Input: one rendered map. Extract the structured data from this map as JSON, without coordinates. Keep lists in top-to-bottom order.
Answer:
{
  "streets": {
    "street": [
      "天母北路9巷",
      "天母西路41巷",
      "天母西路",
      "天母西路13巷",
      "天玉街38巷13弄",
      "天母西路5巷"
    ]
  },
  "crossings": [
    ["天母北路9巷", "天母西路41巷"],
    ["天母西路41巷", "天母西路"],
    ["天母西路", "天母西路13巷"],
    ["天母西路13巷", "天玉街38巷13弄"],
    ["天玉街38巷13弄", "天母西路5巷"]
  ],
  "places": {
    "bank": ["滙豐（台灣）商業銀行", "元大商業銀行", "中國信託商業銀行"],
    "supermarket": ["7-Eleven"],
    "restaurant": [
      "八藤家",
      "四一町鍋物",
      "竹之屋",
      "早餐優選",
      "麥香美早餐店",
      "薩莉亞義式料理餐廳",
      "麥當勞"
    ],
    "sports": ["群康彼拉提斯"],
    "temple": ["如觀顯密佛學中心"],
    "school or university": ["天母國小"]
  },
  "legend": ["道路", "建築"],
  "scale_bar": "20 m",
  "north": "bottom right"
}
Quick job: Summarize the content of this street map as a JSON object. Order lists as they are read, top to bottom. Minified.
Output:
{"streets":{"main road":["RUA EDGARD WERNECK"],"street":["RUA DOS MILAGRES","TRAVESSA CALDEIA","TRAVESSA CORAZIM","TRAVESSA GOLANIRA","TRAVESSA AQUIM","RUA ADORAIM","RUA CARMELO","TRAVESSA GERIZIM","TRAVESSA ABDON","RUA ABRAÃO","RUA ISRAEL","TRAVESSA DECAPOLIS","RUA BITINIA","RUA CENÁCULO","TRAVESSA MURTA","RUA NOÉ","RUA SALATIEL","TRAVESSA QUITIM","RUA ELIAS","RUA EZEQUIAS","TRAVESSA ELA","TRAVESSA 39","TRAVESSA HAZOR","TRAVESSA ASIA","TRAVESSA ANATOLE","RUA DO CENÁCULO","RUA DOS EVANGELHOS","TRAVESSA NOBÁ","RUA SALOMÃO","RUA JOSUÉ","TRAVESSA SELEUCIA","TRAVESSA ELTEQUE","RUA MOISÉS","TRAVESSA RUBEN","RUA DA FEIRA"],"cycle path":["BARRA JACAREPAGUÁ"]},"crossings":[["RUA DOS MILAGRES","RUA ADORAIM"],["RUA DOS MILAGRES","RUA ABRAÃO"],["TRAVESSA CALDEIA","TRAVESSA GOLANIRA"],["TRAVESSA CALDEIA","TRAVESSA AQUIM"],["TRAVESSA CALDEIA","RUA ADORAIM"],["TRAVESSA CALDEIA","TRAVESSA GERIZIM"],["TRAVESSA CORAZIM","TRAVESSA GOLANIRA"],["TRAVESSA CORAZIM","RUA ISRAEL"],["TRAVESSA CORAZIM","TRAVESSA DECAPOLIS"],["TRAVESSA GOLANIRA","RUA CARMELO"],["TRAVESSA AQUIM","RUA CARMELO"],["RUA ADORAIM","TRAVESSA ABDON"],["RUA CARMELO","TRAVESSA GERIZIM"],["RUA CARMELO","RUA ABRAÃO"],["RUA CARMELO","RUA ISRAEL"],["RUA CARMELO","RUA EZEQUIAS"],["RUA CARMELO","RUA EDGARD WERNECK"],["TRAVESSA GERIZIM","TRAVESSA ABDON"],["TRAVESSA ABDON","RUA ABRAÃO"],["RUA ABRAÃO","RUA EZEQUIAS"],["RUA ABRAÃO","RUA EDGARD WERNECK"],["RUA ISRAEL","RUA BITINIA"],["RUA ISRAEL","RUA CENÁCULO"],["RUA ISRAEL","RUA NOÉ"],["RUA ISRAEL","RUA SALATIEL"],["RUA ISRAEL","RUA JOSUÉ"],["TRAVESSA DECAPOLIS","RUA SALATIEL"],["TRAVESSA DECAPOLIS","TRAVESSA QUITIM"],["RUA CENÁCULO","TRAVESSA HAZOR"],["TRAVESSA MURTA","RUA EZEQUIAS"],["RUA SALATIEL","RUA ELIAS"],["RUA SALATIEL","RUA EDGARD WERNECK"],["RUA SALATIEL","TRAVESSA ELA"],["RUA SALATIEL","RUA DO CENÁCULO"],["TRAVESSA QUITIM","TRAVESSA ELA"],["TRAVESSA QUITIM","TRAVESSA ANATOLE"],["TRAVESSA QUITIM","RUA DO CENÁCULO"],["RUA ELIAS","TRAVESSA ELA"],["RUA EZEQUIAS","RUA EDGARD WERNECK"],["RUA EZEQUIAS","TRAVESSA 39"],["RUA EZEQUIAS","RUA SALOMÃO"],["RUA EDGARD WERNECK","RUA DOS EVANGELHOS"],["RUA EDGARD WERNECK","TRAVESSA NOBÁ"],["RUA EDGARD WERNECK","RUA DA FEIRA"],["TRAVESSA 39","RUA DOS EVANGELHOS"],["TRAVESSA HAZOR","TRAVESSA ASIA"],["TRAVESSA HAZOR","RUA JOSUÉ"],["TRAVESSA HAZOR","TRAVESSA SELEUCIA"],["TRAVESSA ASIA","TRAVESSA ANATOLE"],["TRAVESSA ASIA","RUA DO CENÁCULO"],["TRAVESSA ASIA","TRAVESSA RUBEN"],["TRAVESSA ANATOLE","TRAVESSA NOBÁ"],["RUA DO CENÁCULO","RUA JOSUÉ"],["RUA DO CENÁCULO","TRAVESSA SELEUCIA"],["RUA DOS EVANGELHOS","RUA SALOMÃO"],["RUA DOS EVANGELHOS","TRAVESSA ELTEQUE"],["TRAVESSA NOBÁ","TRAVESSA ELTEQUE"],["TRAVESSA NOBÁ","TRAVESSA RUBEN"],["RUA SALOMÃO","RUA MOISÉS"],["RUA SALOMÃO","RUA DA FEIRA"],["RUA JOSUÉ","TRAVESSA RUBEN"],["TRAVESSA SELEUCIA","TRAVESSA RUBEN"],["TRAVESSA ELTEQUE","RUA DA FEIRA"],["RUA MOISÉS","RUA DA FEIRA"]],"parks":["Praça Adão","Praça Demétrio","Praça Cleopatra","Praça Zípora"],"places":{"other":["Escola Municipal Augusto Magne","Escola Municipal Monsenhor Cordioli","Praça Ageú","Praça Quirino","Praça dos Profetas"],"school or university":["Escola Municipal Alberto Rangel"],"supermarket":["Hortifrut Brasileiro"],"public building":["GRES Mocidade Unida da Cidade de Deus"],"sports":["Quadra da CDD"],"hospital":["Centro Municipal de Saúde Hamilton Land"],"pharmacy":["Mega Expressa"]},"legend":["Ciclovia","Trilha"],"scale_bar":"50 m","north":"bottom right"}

=-=-=

■ **TO DO**: Your answer should be the full set of records above, restated exactly.

■ **EXERCISE SOLUTION**:
Input: one rendered map. Extract the structured data from this map as JSON, without coordinates. Keep lists in top-to-bottom order.
Answer:
{
  "streets": {
    "street": [
      "天母北路9巷",
      "天母西路41巷",
      "天母西路",
      "天母西路13巷",
      "天玉街38巷13弄",
      "天母西路5巷"
    ]
  },
  "crossings": [
    ["天母北路9巷", "天母西路41巷"],
    ["天母西路41巷", "天母西路"],
    ["天母西路", "天母西路13巷"],
    ["天母西路13巷", "天玉街38巷13弄"],
    ["天玉街38巷13弄", "天母西路5巷"]
  ],
  "places": {
    "bank": ["滙豐（台灣）商業銀行", "元大商業銀行", "中國信託商業銀行"],
    "supermarket": ["7-Eleven"],
    "restaurant": [
      "八藤家",
      "四一町鍋物",
      "竹之屋",
      "早餐優選",
      "麥香美早餐店",
      "薩莉亞義式料理餐廳",
      "麥當勞"
    ],
    "sports": ["群康彼拉提斯"],
    "temple": ["如觀顯密佛學中心"],
    "school or university": ["天母國小"]
  },
  "legend": ["道路", "建築"],
  "scale_bar": "20 m",
  "north": "bottom right"
}
Quick job: Summarize the content of this street map as a JSON object. Order lists as they are read, top to bottom. Minified.
Output:
{"streets":{"main road":["RUA EDGARD WERNECK"],"street":["RUA DOS MILAGRES","TRAVESSA CALDEIA","TRAVESSA CORAZIM","TRAVESSA GOLANIRA","TRAVESSA AQUIM","RUA ADORAIM","RUA CARMELO","TRAVESSA GERIZIM","TRAVESSA ABDON","RUA ABRAÃO","RUA ISRAEL","TRAVESSA DECAPOLIS","RUA BITINIA","RUA CENÁCULO","TRAVESSA MURTA","RUA NOÉ","RUA SALATIEL","TRAVESSA QUITIM","RUA ELIAS","RUA EZEQUIAS","TRAVESSA ELA","TRAVESSA 39","TRAVESSA HAZOR","TRAVESSA ASIA","TRAVESSA ANATOLE","RUA DO CENÁCULO","RUA DOS EVANGELHOS","TRAVESSA NOBÁ","RUA SALOMÃO","RUA JOSUÉ","TRAVESSA SELEUCIA","TRAVESSA ELTEQUE","RUA MOISÉS","TRAVESSA RUBEN","RUA DA FEIRA"],"cycle path":["BARRA JACAREPAGUÁ"]},"crossings":[["RUA DOS MILAGRES","RUA ADORAIM"],["RUA DOS MILAGRES","RUA ABRAÃO"],["TRAVESSA CALDEIA","TRAVESSA GOLANIRA"],["TRAVESSA CALDEIA","TRAVESSA AQUIM"],["TRAVESSA CALDEIA","RUA ADORAIM"],["TRAVESSA CALDEIA","TRAVESSA GERIZIM"],["TRAVESSA CORAZIM","TRAVESSA GOLANIRA"],["TRAVESSA CORAZIM","RUA ISRAEL"],["TRAVESSA CORAZIM","TRAVESSA DECAPOLIS"],["TRAVESSA GOLANIRA","RUA CARMELO"],["TRAVESSA AQUIM","RUA CARMELO"],["RUA ADORAIM","TRAVESSA ABDON"],["RUA CARMELO","TRAVESSA GERIZIM"],["RUA CARMELO","RUA ABRAÃO"],["RUA CARMELO","RUA ISRAEL"],["RUA CARMELO","RUA EZEQUIAS"],["RUA CARMELO","RUA EDGARD WERNECK"],["TRAVESSA GERIZIM","TRAVESSA ABDON"],["TRAVESSA ABDON","RUA ABRAÃO"],["RUA ABRAÃO","RUA EZEQUIAS"],["RUA ABRAÃO","RUA EDGARD WERNECK"],["RUA ISRAEL","RUA BITINIA"],["RUA ISRAEL","RUA CENÁCULO"],["RUA ISRAEL","RUA NOÉ"],["RUA ISRAEL","RUA SALATIEL"],["RUA ISRAEL","RUA JOSUÉ"],["TRAVESSA DECAPOLIS","RUA SALATIEL"],["TRAVESSA DECAPOLIS","TRAVESSA QUITIM"],["RUA CENÁCULO","TRAVESSA HAZOR"],["TRAVESSA MURTA","RUA EZEQUIAS"],["RUA SALATIEL","RUA ELIAS"],["RUA SALATIEL","RUA EDGARD WERNECK"],["RUA SALATIEL","TRAVESSA ELA"],["RUA SALATIEL","RUA DO CENÁCULO"],["TRAVESSA QUITIM","TRAVESSA ELA"],["TRAVESSA QUITIM","TRAVESSA ANATOLE"],["TRAVESSA QUITIM","RUA DO CENÁCULO"],["RUA ELIAS","TRAVESSA ELA"],["RUA EZEQUIAS","RUA EDGARD WERNECK"],["RUA EZEQUIAS","TRAVESSA 39"],["RUA EZEQUIAS","RUA SALOMÃO"],["RUA EDGARD WERNECK","RUA DOS EVANGELHOS"],["RUA EDGARD WERNECK","TRAVESSA NOBÁ"],["RUA EDGARD WERNECK","RUA DA FEIRA"],["TRAVESSA 39","RUA DOS EVANGELHOS"],["TRAVESSA HAZOR","TRAVESSA ASIA"],["TRAVESSA HAZOR","RUA JOSUÉ"],["TRAVESSA HAZOR","TRAVESSA SELEUCIA"],["TRAVESSA ASIA","TRAVESSA ANATOLE"],["TRAVESSA ASIA","RUA DO CENÁCULO"],["TRAVESSA ASIA","TRAVESSA RUBEN"],["TRAVESSA ANATOLE","TRAVESSA NOBÁ"],["RUA DO CENÁCULO","RUA JOSUÉ"],["RUA DO CENÁCULO","TRAVESSA SELEUCIA"],["RUA DOS EVANGELHOS","RUA SALOMÃO"],["RUA DOS EVANGELHOS","TRAVESSA ELTEQUE"],["TRAVESSA NOBÁ","TRAVESSA ELTEQUE"],["TRAVESSA NOBÁ","TRAVESSA RUBEN"],["RUA SALOMÃO","RUA MOISÉS"],["RUA SALOMÃO","RUA DA FEIRA"],["RUA JOSUÉ","TRAVESSA RUBEN"],["TRAVESSA SELEUCIA","TRAVESSA RUBEN"],["TRAVESSA ELTEQUE","RUA DA FEIRA"],["RUA MOISÉS","RUA DA FEIRA"]],"parks":["Praça Adão","Praça Demétrio","Praça Cleopatra","Praça Zípora"],"places":{"other":["Escola Municipal Augusto Magne","Escola Municipal Monsenhor Cordioli","Praça Ageú","Praça Quirino","Praça dos Profetas"],"school or university":["Escola Municipal Alberto Rangel"],"supermarket":["Hortifrut Brasileiro"],"public building":["GRES Mocidade Unida da Cidade de Deus"],"sports":["Quadra da CDD"],"hospital":["Centro Municipal de Saúde Hamilton Land"],"pharmacy":["Mega Expressa"]},"legend":["Ciclovia","Trilha"],"scale_bar":"50 m","north":"bottom right"}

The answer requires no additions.